__WORK REQUEST__
Look through the lines below and extract any with the word "fill".

__MATERIAL TO PROCESS__
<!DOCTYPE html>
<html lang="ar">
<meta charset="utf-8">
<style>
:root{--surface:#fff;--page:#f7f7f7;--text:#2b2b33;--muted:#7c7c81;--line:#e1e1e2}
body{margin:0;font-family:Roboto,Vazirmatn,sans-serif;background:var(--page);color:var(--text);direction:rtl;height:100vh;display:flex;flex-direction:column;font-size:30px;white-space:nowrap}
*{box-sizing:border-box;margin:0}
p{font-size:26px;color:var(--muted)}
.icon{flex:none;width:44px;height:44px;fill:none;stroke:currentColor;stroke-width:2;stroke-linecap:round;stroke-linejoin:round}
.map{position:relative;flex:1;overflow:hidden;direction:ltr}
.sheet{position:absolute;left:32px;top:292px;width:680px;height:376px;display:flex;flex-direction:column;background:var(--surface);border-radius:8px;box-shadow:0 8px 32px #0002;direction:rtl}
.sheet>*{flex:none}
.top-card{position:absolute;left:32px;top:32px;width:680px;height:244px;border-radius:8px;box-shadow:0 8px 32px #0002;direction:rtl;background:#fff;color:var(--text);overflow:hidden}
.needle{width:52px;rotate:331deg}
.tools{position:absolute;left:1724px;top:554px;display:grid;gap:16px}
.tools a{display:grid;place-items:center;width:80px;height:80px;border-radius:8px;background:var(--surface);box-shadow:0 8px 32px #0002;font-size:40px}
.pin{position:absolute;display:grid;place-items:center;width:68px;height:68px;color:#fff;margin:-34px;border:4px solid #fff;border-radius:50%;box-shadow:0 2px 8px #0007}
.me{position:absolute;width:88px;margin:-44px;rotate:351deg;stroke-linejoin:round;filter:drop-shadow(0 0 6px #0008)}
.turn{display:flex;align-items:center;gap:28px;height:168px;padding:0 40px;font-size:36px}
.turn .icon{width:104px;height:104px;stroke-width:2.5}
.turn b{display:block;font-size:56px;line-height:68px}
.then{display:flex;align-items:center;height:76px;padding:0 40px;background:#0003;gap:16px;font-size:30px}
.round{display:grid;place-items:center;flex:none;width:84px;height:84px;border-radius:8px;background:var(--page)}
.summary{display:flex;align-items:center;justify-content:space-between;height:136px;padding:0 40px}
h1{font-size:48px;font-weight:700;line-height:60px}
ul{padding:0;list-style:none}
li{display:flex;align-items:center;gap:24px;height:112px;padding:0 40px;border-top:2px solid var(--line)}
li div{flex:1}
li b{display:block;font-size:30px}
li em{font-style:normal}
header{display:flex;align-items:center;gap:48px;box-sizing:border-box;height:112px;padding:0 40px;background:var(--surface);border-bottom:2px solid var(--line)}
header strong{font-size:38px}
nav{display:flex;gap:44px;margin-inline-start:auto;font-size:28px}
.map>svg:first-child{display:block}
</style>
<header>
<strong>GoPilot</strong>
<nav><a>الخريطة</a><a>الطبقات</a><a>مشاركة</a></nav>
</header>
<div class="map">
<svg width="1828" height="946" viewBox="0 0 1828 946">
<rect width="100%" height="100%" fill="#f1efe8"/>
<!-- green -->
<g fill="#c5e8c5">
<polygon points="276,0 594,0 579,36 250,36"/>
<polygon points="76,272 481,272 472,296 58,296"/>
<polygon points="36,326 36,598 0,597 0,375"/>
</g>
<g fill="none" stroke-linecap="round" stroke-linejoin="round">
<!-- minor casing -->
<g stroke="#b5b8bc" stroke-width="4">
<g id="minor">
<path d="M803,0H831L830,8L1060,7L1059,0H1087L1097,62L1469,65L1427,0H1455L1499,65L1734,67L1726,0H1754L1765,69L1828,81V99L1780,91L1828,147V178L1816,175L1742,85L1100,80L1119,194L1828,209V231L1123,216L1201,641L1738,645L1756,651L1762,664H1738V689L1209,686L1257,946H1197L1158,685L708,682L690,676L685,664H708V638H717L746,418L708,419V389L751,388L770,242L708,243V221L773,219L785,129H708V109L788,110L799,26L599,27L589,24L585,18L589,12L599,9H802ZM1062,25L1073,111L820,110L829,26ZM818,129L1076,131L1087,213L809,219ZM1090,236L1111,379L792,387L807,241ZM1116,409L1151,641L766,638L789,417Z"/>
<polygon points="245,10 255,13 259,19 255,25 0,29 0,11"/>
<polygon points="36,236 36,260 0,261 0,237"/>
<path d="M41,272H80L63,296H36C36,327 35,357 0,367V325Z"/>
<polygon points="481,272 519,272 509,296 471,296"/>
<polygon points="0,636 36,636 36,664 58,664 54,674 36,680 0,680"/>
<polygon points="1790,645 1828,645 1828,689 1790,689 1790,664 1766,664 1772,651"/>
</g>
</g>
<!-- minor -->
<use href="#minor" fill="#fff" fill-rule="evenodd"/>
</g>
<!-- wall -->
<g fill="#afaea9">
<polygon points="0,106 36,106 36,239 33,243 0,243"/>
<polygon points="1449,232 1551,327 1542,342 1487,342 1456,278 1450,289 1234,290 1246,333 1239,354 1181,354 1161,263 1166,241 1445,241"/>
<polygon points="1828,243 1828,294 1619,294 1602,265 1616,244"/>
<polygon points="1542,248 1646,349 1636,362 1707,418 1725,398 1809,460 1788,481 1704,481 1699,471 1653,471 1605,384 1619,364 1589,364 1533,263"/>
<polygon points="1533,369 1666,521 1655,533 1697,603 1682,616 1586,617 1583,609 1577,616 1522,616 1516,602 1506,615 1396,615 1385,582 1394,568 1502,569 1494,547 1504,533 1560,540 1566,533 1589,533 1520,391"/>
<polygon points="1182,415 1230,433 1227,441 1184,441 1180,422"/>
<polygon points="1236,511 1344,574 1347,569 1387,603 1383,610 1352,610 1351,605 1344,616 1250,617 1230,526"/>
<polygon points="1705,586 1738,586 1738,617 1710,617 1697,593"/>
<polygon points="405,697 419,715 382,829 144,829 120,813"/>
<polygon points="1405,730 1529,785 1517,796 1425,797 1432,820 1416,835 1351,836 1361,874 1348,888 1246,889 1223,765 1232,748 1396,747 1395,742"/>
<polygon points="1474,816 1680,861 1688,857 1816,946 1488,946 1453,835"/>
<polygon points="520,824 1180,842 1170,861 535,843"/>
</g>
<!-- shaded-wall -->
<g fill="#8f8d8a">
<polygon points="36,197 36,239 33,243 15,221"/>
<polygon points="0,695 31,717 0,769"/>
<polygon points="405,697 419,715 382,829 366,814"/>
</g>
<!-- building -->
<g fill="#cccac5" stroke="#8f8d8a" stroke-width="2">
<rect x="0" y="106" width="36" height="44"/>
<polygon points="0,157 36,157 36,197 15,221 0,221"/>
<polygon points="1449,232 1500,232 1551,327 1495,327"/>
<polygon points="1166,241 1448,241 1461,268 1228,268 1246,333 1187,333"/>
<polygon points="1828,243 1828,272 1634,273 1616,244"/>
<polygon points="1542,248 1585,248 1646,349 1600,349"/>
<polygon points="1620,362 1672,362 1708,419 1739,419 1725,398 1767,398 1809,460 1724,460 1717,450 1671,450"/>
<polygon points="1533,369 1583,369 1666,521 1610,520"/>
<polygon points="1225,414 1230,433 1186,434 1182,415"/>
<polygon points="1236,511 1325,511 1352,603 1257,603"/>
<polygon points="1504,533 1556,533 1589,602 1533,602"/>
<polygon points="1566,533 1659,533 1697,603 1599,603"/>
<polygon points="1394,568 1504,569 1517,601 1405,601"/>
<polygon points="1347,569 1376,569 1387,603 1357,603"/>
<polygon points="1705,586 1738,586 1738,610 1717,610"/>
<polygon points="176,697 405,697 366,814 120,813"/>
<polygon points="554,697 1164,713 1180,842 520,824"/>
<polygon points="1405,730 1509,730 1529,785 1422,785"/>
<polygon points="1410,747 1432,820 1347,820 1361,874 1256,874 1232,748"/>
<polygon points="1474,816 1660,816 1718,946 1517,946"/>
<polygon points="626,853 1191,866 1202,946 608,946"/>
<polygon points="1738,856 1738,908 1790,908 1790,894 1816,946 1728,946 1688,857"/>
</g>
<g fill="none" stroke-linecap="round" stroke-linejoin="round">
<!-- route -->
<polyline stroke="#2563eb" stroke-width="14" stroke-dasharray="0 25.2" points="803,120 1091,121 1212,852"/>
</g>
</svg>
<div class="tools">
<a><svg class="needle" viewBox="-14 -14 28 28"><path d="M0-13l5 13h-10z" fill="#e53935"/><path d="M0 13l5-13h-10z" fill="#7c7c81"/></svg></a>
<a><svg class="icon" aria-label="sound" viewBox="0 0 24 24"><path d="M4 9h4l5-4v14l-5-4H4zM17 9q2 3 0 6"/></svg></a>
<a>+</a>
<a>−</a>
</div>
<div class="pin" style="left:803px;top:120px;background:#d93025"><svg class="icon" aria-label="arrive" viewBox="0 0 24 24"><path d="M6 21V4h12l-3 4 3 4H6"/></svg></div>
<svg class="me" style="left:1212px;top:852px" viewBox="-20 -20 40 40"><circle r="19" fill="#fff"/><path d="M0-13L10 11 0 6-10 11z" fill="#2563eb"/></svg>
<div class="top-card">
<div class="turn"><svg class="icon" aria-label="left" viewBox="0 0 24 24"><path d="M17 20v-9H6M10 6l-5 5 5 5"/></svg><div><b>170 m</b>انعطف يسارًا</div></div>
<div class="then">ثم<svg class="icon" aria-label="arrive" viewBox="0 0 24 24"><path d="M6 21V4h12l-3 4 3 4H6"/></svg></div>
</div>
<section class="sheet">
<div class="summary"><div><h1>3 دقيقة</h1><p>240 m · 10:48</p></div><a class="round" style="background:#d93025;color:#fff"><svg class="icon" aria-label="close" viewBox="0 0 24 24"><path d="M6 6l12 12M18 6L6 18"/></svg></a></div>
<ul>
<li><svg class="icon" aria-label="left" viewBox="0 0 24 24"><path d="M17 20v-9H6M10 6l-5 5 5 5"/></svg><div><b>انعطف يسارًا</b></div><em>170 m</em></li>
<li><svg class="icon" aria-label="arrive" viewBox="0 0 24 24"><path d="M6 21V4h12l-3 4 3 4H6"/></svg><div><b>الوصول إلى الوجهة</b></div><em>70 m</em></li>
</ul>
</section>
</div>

__TASK RESPONSE__
.icon{flex:none;width:44px;height:44px;fill:none;stroke:currentColor;stroke-width:2;stroke-linecap:round;stroke-linejoin:round}
<rect width="100%" height="100%" fill="#f1efe8"/>
<g fill="#c5e8c5">
<g fill="none" stroke-linecap="round" stroke-linejoin="round">
<use href="#minor" fill="#fff" fill-rule="evenodd"/>
<g fill="#afaea9">
<g fill="#8f8d8a">
<g fill="#cccac5" stroke="#8f8d8a" stroke-width="2">
<g fill="none" stroke-linecap="round" stroke-linejoin="round">
<a><svg class="needle" viewBox="-14 -14 28 28"><path d="M0-13l5 13h-10z" fill="#e53935"/><path d="M0 13l5-13h-10z" fill="#7c7c81"/></svg></a>
<svg class="me" style="left:1212px;top:852px" viewBox="-20 -20 40 40"><circle r="19" fill="#fff"/><path d="M0-13L10 11 0 6-10 11z" fill="#2563eb"/></svg>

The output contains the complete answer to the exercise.